◆ **The problem**:
In the listing below, find each line containing "street" and report it.

◆ **Data to examine**:
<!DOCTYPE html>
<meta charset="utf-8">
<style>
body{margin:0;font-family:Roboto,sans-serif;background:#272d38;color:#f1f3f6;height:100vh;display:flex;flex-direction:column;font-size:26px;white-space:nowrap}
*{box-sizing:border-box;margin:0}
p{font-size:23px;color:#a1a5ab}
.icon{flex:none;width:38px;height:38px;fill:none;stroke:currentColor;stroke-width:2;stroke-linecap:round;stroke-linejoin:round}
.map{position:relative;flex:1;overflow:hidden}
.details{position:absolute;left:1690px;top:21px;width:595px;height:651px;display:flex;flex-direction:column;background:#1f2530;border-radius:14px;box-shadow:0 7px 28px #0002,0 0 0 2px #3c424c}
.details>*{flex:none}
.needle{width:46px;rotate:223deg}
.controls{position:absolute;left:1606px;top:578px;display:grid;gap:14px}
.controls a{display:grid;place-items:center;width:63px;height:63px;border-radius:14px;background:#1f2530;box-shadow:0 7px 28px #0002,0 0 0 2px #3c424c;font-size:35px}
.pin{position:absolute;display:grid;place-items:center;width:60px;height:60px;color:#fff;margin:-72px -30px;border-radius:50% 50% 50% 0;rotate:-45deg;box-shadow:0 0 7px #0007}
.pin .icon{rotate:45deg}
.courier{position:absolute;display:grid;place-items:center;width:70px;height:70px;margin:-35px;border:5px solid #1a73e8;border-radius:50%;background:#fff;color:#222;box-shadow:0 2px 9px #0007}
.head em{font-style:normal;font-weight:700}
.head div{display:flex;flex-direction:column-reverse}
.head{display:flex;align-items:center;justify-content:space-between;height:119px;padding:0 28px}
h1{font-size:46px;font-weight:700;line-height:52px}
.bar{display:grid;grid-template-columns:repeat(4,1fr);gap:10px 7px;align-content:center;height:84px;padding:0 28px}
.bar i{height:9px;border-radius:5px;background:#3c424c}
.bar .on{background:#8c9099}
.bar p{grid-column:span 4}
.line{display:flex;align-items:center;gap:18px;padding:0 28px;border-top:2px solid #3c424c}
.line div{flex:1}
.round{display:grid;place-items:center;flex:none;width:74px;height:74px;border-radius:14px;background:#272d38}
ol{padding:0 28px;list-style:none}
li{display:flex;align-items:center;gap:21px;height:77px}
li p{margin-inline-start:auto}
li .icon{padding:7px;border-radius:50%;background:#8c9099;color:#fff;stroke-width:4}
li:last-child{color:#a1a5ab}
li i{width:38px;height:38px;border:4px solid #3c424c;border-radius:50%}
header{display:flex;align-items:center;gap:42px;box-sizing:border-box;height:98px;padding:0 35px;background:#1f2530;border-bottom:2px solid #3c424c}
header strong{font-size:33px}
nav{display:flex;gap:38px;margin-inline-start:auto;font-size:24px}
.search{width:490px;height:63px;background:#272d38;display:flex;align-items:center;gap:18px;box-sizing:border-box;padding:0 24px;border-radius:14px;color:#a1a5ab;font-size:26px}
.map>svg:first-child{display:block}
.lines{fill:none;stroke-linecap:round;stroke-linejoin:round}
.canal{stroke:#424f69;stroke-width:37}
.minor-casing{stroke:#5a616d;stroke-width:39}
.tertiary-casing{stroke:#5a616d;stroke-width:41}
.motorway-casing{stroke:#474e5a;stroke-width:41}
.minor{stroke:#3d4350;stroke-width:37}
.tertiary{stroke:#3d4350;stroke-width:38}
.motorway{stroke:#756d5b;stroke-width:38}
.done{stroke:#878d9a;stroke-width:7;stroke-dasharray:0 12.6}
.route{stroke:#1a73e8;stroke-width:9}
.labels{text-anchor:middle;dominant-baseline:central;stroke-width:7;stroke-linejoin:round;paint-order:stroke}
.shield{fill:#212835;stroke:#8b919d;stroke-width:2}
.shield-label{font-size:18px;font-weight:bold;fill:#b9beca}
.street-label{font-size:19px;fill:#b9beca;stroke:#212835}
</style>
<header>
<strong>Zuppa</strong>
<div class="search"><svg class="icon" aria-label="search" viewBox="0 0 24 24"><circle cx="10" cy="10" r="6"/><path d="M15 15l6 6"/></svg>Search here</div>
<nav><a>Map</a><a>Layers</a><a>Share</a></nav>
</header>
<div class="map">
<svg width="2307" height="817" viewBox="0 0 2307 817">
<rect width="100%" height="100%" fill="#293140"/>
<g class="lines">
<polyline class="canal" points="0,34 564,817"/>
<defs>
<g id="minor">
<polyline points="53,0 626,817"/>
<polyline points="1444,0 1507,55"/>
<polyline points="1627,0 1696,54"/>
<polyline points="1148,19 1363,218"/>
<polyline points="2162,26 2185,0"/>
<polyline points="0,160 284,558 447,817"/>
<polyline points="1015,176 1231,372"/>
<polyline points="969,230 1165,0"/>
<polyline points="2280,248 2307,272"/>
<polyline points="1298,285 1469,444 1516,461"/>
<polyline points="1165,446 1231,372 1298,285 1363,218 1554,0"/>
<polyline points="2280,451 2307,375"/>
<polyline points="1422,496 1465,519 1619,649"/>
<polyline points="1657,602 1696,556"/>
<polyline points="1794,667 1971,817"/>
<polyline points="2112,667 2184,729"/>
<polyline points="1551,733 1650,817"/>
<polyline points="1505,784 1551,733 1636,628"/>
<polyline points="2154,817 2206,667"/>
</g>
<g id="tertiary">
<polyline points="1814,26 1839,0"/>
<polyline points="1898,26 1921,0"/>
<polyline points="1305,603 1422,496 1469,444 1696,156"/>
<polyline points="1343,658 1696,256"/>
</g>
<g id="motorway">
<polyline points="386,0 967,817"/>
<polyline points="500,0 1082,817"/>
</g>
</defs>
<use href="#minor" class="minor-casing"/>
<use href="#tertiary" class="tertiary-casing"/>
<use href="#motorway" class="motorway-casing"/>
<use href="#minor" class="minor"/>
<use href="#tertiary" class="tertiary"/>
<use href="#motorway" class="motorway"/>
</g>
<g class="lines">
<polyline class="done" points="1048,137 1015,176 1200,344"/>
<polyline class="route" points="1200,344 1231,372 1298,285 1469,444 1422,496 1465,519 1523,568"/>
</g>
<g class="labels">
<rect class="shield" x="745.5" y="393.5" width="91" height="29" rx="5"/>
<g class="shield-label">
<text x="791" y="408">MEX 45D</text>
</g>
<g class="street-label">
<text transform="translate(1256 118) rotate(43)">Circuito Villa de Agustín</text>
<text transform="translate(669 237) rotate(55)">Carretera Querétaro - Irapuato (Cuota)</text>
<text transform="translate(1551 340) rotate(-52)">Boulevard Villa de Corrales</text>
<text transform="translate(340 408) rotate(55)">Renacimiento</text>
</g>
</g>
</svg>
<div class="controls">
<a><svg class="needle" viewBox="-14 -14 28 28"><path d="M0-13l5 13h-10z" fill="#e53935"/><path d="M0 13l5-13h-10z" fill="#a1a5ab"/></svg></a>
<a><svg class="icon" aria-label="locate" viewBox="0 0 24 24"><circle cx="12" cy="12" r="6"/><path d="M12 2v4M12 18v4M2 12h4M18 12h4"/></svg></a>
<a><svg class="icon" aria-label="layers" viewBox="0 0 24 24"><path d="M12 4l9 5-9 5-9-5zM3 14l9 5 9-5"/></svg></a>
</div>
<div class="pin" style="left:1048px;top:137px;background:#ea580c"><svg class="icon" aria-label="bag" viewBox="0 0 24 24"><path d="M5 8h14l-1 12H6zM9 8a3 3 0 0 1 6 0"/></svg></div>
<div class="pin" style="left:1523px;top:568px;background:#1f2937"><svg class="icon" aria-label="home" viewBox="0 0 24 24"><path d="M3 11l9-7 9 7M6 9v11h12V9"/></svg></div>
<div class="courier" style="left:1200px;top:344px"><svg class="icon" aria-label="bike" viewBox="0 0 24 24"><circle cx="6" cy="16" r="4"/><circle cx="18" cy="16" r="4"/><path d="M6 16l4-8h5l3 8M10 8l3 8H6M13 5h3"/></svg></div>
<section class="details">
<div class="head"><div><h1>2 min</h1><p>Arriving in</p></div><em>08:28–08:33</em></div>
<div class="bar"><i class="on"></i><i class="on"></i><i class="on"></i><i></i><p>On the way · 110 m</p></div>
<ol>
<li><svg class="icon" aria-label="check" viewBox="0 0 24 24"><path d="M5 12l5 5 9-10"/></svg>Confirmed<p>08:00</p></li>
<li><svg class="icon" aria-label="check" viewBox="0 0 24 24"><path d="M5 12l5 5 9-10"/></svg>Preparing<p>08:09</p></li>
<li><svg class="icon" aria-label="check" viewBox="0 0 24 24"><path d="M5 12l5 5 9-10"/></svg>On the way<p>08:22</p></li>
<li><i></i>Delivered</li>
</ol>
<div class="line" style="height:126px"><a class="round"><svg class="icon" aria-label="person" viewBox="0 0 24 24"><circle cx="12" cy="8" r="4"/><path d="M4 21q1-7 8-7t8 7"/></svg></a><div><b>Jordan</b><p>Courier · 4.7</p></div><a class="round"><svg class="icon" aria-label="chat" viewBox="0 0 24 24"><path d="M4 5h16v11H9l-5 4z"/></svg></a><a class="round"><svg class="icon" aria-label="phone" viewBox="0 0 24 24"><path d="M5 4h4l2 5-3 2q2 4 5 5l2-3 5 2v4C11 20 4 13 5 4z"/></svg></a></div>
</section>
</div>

◆ **Written answer**:
.street-label{font-size:19px;fill:#b9beca;stroke:#212835}
<g class="street-label">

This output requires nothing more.